Run through the data and copy out every line that mentions the word "save".

*** Input material ***

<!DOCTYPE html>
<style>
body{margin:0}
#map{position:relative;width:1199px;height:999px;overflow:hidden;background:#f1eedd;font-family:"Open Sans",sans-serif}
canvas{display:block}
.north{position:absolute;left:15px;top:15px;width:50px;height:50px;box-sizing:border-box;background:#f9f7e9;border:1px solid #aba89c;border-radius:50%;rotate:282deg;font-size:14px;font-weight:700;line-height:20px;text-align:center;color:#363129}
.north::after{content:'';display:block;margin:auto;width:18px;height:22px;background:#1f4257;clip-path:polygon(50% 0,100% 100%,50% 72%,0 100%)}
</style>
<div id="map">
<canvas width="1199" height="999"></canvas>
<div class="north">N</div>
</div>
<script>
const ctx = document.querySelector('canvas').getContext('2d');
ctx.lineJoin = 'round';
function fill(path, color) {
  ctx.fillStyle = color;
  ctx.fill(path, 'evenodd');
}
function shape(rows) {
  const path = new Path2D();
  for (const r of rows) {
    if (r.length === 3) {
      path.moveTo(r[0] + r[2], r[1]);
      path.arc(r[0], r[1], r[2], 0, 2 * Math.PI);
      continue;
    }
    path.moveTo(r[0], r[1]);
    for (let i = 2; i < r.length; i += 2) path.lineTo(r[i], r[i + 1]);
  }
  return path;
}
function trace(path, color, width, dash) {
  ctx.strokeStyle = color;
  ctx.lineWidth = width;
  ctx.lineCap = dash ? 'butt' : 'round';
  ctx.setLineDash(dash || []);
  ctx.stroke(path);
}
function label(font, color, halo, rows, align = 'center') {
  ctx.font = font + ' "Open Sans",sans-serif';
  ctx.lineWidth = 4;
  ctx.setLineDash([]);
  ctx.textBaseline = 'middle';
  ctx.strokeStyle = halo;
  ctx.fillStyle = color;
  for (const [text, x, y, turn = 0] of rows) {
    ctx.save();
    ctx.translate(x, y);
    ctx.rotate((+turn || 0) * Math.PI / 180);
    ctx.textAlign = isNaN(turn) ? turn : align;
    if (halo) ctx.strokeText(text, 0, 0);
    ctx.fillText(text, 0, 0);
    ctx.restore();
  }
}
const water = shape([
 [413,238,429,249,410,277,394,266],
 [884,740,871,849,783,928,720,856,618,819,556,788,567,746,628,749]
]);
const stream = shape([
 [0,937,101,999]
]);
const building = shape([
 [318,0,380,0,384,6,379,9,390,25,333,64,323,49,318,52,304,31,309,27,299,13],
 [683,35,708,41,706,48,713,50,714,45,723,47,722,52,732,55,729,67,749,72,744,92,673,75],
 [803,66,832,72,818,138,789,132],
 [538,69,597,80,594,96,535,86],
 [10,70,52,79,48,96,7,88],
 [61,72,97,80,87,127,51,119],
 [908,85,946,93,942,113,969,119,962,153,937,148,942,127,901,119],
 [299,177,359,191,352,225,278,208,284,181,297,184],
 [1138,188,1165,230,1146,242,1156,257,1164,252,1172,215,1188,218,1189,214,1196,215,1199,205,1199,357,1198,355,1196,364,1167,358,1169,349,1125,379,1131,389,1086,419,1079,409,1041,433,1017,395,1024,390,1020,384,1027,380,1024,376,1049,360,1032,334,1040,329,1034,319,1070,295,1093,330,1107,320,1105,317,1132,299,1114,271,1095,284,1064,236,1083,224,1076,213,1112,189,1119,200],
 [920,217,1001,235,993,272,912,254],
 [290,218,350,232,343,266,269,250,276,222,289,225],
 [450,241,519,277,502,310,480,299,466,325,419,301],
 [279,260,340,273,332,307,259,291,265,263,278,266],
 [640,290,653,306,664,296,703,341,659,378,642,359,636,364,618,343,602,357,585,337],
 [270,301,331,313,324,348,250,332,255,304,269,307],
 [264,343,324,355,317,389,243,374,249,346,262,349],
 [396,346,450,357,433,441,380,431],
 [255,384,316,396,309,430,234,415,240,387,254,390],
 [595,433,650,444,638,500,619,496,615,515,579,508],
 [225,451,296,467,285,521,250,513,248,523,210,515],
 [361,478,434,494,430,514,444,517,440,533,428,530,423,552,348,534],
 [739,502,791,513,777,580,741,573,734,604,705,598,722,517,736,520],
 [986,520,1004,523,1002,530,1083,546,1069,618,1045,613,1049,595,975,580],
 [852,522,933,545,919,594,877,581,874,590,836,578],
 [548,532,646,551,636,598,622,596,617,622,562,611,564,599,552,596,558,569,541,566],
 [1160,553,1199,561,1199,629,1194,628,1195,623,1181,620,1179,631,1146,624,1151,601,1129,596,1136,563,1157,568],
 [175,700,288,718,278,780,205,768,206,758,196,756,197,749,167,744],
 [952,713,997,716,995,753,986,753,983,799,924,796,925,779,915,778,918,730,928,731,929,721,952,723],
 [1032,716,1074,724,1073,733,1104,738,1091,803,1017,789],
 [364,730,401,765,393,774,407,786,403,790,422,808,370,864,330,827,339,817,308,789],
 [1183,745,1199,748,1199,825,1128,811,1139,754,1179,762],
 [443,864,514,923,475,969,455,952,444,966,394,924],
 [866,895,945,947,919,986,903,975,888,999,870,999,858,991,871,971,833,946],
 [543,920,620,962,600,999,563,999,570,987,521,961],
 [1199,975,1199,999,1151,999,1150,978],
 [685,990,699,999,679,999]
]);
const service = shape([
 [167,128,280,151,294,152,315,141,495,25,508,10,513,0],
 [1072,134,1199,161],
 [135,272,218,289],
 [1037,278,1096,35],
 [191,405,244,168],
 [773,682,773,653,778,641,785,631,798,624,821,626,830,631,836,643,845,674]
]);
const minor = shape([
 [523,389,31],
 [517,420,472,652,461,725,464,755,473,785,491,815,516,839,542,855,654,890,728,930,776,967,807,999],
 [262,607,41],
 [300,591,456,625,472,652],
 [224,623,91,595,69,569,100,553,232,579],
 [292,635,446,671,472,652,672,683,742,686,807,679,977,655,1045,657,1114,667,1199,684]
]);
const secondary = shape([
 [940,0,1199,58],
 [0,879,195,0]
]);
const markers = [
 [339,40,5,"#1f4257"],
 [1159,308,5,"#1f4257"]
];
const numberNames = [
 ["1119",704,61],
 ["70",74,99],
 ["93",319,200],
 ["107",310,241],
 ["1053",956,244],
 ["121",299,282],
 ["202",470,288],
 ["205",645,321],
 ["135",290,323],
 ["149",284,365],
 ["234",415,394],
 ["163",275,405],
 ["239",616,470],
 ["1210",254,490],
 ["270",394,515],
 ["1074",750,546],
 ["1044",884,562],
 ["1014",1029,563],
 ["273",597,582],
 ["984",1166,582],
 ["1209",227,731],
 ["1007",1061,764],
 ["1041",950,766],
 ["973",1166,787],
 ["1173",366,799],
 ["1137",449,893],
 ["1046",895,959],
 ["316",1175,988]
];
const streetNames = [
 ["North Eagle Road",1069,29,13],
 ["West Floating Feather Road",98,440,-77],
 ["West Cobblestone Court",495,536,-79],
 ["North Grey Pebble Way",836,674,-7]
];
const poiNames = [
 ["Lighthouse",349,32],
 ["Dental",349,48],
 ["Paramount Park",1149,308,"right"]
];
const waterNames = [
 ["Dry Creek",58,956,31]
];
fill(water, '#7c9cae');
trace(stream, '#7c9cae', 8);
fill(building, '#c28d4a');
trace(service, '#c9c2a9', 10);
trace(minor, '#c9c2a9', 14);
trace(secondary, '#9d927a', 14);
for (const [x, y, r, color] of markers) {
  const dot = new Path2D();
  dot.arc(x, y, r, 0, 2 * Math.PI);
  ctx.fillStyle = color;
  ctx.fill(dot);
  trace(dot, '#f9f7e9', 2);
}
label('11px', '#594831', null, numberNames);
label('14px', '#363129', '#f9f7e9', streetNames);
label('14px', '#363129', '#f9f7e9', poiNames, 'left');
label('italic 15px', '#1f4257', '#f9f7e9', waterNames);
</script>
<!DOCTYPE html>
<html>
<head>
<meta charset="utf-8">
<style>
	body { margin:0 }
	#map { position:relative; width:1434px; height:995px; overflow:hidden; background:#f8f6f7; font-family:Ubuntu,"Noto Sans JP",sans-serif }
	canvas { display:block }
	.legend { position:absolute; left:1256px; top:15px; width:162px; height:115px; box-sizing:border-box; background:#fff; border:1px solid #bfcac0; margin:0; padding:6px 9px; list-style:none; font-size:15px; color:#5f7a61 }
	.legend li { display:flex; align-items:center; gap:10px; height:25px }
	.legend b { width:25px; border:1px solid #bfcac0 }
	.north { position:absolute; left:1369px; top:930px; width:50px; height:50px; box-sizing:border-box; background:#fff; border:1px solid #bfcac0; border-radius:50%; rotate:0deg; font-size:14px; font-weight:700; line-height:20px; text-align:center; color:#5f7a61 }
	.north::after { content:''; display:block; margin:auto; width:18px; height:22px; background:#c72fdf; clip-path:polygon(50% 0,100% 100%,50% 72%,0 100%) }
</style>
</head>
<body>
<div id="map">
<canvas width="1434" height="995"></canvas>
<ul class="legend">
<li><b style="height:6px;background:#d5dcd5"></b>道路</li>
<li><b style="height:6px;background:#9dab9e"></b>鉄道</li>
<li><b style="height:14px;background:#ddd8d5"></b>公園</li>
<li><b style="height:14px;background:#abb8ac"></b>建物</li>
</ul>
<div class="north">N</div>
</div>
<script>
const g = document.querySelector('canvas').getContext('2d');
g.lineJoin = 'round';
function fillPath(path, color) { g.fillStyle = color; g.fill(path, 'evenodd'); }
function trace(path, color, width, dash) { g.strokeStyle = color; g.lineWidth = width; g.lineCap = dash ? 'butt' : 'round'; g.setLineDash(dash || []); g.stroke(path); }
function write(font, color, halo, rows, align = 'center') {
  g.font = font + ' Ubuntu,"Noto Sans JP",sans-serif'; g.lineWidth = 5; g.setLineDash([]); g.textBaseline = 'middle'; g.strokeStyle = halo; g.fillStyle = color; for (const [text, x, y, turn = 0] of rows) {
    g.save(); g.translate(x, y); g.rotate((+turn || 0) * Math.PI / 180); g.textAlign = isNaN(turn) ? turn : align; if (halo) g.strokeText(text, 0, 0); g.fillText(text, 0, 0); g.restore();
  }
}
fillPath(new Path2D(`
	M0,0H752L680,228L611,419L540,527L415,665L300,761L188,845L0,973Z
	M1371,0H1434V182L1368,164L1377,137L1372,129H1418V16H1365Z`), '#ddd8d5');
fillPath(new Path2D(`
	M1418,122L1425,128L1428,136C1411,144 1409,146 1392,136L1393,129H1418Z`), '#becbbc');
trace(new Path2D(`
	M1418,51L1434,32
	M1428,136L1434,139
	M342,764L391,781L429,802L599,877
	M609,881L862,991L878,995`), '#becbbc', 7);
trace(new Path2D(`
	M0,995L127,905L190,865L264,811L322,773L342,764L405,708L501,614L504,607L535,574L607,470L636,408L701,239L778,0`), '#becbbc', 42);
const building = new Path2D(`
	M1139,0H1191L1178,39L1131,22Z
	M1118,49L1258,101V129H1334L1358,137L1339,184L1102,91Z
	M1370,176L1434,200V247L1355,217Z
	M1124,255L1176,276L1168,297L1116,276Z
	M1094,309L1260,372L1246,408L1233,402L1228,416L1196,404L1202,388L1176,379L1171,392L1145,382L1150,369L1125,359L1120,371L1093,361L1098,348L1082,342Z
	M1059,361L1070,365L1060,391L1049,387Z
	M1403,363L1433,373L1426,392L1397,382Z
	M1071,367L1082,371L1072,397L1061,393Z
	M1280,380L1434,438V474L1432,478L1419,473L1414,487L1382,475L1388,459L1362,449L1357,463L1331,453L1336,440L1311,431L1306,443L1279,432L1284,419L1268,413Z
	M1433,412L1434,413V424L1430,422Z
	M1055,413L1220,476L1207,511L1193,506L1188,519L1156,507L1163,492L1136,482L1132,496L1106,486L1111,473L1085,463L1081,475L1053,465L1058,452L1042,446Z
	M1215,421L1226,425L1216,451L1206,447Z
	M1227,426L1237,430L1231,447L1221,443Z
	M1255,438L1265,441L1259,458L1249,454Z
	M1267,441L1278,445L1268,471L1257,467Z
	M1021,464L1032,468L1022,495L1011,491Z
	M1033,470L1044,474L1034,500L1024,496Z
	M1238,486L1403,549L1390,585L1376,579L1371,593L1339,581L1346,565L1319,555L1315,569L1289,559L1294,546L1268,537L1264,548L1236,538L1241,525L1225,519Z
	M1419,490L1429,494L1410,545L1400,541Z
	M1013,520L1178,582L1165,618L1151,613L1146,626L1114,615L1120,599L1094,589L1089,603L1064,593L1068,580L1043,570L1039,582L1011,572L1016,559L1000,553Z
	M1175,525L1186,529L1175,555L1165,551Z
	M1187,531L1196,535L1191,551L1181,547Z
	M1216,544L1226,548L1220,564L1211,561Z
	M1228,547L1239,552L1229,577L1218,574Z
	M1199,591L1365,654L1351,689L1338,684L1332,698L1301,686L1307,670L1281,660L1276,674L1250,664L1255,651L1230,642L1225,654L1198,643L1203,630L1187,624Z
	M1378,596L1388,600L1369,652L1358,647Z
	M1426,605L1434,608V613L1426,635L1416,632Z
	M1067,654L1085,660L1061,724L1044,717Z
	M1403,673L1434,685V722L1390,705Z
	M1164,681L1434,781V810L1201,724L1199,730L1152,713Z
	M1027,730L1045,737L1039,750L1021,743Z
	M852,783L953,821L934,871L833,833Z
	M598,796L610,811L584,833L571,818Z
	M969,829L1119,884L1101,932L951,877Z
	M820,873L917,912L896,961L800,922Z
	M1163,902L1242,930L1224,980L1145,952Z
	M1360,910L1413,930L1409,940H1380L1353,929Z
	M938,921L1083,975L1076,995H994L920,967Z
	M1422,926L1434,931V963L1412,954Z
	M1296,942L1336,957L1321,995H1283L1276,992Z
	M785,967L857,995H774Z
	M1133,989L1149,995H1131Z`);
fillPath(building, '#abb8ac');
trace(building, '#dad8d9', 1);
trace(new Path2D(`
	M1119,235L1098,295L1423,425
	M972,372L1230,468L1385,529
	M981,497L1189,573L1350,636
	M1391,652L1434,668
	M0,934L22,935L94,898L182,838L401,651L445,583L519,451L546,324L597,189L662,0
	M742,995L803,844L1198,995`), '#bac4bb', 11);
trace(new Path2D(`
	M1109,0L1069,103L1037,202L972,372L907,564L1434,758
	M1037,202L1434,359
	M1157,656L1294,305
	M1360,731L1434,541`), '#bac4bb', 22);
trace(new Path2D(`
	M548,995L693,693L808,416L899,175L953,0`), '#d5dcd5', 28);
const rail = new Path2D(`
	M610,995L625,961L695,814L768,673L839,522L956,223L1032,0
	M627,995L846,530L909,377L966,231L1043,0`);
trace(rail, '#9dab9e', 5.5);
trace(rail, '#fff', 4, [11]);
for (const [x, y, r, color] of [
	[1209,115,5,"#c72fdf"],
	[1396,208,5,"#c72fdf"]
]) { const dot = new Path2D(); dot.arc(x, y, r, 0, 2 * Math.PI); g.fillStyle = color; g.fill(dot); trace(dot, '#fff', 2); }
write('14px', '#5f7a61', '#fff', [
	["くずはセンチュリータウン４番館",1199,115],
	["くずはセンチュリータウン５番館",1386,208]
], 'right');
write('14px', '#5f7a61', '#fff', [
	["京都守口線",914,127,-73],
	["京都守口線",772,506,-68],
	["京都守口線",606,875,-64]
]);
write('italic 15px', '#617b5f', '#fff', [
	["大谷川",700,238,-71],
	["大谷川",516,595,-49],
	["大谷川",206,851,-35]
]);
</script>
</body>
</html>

*** End of Input material ***

→ **Result of the exercise**:
    ctx.save();
    g.save(); g.translate(x, y); g.rotate((+turn || 0) * Math.PI / 180); g.textAlign = isNaN(turn) ? turn : align; if (halo) g.strokeText(text, 0, 0); g.fillText(text, 0, 0); g.restore();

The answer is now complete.